In democracy as in life, it’s all about tradeoffs, and progress happens very very slowly with a lot of setbacks. Anybody who has tried to lose weight or learn a new skill knows that. There are no instant fixes and happy pills. Everything is excruciatingly slow. Egos need to get smaller and humility bigger.
Once you lose the capacity to accept this, democracy goes to shit and so does your life.
Book Notes: Stanley G. Payne’s In Defense of Spain
This is a wonderful book by a great American historian who specializes in Spain and European fascism. In Defense of Spain offers an overview of the entire history of Spain and refutes some of the commonly held myths about this country. Unexpectedly, I discovered that I knew everything that Payne has to say about the Middle Ages, the Enlightenment, and the 19th century but (and this is the surprising part) I found a lot of stuff that was new to me in the part that discusses the Spanish Civil War. This is what I teach! I’m supposed to know it. But it turns out that I was taught a lot of garbage about the Civil War that I then diligently repeated. Here are some points that might seem arcane to many of you but they matter to me:
1. The election of 1936 was falsified in a pretty blatant way. This means that the whole narrative about the civil war being an insurrection of a fascist military against a “legitimate democratic government” that we are all taught to recite like parrots is bunkum. The Spanish left turned out to be incapable of accepting any democracy that didn’t give them a permanent majority. Which is not really a democracy. It really reminds me of something. Hmm, what can it possibly be?
2. Franco did not want to participate in the uprising until a prominent right-wing politician was assassinated by the Socialists.

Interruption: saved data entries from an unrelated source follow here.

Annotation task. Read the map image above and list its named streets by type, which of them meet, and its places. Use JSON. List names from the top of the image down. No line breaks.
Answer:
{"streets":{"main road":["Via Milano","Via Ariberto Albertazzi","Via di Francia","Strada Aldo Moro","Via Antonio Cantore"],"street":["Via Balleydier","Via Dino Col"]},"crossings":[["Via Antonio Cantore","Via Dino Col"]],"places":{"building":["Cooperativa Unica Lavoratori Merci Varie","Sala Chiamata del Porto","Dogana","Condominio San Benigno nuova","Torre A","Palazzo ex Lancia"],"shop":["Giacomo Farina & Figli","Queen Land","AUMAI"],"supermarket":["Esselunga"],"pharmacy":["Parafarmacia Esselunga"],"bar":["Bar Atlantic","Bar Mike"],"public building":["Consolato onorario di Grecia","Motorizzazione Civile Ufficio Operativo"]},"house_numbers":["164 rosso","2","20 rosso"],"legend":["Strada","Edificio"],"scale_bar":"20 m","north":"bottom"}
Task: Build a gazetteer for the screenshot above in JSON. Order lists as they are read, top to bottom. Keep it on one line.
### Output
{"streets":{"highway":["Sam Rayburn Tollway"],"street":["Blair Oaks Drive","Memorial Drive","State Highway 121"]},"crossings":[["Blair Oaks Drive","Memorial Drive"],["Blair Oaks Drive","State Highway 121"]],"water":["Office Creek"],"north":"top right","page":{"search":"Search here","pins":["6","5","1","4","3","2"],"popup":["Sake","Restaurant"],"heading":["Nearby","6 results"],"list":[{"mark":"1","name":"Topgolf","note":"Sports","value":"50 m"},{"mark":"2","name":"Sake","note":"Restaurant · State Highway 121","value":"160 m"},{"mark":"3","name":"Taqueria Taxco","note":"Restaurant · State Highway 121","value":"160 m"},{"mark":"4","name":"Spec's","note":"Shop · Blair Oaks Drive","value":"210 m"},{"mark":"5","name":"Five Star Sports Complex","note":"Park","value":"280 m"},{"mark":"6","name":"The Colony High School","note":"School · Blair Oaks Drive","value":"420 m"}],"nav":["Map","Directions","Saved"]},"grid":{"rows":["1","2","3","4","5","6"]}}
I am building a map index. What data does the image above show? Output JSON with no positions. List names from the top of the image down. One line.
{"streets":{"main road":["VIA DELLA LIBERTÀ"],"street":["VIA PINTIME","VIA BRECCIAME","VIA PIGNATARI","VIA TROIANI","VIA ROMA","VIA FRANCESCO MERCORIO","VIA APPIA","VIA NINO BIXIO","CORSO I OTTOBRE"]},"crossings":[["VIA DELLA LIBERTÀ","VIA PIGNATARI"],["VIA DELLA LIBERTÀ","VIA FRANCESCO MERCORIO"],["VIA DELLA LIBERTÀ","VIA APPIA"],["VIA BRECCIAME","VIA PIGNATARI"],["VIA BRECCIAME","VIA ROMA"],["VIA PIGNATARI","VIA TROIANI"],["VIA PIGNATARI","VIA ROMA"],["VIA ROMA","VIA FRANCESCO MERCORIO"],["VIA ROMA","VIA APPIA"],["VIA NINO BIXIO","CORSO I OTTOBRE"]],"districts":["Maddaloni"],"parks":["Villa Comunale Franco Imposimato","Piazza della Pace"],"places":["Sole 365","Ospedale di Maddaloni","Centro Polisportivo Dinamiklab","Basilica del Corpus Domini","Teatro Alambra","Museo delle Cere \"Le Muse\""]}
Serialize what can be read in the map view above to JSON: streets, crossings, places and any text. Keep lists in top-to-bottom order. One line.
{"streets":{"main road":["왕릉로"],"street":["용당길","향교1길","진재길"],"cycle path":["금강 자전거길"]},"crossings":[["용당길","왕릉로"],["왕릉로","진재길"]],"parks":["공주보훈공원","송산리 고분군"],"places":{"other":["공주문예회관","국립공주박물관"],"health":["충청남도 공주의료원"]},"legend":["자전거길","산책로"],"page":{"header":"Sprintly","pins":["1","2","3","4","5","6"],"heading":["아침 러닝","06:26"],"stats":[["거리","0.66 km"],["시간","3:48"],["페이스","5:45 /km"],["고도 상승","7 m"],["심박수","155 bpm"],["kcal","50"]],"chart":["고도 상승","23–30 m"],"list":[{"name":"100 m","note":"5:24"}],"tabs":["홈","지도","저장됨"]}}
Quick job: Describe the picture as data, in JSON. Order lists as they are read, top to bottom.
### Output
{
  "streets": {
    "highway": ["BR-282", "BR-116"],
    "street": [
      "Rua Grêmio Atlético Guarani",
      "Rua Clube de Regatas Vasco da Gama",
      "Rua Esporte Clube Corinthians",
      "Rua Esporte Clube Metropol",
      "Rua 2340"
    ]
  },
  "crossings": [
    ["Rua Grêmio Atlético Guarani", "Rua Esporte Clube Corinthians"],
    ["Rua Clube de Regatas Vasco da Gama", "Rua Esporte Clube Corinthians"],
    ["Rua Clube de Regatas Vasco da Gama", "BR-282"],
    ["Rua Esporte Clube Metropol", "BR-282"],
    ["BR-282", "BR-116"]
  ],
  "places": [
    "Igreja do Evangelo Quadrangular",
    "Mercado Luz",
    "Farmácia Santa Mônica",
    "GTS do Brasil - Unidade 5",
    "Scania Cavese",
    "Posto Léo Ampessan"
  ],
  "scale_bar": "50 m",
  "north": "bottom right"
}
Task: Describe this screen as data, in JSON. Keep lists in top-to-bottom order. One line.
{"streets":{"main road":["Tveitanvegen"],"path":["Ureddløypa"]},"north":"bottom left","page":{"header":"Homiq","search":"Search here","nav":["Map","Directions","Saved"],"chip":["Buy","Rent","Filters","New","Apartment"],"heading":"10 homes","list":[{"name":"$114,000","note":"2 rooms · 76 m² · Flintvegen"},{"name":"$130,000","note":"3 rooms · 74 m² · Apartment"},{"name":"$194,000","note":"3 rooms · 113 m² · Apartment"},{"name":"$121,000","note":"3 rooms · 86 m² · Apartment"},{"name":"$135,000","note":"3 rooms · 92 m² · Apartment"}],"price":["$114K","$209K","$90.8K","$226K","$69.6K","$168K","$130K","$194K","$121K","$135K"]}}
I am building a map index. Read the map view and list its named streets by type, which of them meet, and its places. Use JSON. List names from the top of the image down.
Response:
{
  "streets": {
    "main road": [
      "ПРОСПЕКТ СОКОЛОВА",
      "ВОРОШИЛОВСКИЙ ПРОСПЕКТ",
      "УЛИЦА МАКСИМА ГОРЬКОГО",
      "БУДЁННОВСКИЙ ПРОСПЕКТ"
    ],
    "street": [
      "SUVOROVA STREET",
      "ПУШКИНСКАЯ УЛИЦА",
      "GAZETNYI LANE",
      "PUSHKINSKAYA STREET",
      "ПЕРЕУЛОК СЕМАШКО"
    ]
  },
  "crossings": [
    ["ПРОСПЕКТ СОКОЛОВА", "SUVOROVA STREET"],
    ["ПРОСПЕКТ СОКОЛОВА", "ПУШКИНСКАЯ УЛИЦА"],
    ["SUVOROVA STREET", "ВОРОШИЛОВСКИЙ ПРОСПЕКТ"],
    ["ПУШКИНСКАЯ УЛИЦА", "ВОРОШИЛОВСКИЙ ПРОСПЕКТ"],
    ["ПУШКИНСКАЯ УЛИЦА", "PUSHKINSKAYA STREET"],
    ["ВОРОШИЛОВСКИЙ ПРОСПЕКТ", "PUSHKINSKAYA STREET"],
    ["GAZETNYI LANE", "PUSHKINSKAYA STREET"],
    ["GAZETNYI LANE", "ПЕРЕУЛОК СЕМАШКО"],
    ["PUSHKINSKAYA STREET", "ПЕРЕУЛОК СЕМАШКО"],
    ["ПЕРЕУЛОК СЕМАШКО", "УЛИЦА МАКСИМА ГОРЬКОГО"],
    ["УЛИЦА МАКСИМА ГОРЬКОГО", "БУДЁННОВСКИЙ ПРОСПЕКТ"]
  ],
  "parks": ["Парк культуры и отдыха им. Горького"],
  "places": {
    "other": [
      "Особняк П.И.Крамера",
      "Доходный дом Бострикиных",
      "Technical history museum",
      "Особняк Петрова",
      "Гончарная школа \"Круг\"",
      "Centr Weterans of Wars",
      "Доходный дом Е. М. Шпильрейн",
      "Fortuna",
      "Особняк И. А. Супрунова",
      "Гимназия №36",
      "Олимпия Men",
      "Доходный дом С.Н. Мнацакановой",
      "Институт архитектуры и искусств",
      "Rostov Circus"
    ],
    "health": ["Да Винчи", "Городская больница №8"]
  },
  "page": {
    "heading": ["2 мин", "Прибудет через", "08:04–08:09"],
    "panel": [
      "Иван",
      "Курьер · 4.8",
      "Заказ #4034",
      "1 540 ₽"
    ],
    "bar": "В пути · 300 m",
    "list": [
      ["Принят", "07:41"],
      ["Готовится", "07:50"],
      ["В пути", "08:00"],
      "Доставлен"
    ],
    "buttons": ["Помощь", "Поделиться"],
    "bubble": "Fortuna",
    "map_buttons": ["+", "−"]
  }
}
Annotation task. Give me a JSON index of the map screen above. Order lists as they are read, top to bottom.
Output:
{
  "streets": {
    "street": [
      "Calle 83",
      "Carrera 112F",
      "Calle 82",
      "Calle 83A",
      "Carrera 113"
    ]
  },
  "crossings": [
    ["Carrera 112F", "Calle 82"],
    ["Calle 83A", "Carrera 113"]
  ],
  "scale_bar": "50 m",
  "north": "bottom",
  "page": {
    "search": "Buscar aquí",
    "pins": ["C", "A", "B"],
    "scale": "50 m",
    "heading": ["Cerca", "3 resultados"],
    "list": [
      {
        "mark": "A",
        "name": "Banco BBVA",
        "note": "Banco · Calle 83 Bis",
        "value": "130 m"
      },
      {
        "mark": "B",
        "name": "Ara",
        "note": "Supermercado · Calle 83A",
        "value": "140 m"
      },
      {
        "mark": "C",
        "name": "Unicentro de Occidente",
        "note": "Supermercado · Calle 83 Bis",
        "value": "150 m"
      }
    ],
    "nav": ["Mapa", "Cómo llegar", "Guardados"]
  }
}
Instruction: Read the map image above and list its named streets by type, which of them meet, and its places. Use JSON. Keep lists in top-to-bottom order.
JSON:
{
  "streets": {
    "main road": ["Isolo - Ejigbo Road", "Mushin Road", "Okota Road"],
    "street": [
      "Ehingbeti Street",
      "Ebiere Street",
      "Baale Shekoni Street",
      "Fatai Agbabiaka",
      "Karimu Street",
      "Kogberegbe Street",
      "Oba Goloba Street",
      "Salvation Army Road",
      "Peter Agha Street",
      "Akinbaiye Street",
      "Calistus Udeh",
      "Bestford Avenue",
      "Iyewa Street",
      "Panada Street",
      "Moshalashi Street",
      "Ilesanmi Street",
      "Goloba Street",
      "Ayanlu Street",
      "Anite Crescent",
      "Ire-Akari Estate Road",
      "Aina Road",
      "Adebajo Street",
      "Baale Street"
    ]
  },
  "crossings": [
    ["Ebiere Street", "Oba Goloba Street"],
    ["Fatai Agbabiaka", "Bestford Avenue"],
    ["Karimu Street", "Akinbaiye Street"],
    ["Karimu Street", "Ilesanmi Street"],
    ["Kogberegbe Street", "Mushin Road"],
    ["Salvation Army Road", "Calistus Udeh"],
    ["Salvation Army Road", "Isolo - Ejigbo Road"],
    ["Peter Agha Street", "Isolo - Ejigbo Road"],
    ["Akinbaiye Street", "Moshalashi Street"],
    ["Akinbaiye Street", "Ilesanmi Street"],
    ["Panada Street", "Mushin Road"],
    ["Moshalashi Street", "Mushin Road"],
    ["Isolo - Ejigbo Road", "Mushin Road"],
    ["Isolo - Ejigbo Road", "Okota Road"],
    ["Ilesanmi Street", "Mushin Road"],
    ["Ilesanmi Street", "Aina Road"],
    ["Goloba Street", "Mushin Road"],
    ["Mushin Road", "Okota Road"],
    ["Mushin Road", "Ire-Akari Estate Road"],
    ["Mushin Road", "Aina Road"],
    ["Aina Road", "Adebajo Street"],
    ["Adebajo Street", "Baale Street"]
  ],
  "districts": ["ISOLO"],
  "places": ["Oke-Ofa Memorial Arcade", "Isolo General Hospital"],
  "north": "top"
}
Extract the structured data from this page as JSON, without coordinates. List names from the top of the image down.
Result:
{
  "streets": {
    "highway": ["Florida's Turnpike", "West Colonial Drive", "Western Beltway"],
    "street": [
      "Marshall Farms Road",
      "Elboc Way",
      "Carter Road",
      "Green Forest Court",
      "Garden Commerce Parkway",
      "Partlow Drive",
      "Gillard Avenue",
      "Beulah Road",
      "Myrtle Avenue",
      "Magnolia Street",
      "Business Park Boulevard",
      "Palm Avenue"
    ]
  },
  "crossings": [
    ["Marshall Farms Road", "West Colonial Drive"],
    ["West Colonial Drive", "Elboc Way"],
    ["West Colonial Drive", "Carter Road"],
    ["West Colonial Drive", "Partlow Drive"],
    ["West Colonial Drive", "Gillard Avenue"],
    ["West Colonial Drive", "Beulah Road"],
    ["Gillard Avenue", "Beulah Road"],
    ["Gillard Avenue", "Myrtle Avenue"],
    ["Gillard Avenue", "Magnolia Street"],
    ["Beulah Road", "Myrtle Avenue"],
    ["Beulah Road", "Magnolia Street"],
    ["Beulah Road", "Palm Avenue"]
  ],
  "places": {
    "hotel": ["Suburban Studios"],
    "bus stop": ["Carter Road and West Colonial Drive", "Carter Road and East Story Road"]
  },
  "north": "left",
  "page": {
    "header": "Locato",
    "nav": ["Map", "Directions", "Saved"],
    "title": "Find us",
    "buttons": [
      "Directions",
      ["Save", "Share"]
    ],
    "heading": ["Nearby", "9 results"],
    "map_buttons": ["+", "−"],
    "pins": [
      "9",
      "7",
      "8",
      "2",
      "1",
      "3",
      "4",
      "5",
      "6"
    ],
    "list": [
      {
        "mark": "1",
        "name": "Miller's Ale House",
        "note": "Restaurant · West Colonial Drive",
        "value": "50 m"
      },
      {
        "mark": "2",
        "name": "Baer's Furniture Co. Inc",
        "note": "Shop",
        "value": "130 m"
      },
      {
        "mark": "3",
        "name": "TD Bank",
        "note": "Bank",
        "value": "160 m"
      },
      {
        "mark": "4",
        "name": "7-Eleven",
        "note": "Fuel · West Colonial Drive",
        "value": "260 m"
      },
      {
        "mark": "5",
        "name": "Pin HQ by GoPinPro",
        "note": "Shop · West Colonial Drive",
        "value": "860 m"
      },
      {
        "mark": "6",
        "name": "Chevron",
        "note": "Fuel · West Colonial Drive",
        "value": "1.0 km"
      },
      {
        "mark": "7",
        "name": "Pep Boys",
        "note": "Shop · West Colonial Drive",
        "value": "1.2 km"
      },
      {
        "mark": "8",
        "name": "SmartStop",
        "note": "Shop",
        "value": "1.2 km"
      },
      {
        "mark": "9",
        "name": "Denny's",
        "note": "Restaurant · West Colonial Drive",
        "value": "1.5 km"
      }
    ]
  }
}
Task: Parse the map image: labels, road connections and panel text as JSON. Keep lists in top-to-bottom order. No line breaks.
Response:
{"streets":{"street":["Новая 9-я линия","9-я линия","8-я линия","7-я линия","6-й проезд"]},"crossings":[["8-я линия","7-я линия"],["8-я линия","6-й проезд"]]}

This is not to justify Franco in any way – nobody likes Franco or dictatorships – but the import of that political assassination is often minimized.
3. During WWII, Luis Carrero Blanco (the guy Franco wanted to be his successor until Carrero Blanco was assassinated by the Basque terrorists in 1973) tried hard to persuade Franco to stop stanning for Hitler like a besotted groupie that he was. “There is absolutely no moral and religious difference between Nazism and Stalinism,” Carrero Blanco implored. I didn’t know there were people so close to Franco who understood this.
4. In 1943 Franco finally officially stopped supporting Hitler because the US pressured him to do so by withdrawing petroleum supplies. This meant an immediate death to the entire Spanish economy, so Franco had to agree.
5. After 1943, Franco tried to convince Churchill to form an alliance between the UK and Spain that would oppose both Hitler and Stalin but Churchill couldn’t betray his buddy Joe.
6. This, of course, I knew but it bears repeating: Franco was not a fascist. This doesn’t mean he was a good guy. He was a brutal dictator, he had a million flaws. But his alliance with the actual Spanish fascists was unwilling and short-lived. After the war, he eviscerated those little bastards. Which, for the millionth time, does not make Franco a good guy. It’s an unfortunate reality that whenever you say that Franco was not a fascist or that the economic transformation of Spain during the dictatorship was an absolute miracle, people immediately assume that you hate democracy and support dictatorships.
7. And by the way, Franco believed in social justice and used this exact expression. Which might be among the reasons why I hate it so much.
I read the book in Spanish but I think that in English there is a close enough version titled Spain: A Unique History. I also discovered that Payne wrote a book on the Soviet involvement in the Spanish Civil War and I have requested it from the library.
Calamity
Friends, have you seen the Dollar Store? It has now become the $1.25 store but that’s not even the main problem. It’s empty. I came to get supplies for the art room at church but there’s nothing here. I went through several aisles and everything either shrank or disappeared.
This is a calamity for low-income people. They are being robbed to put more money into Pfizer’s pocket.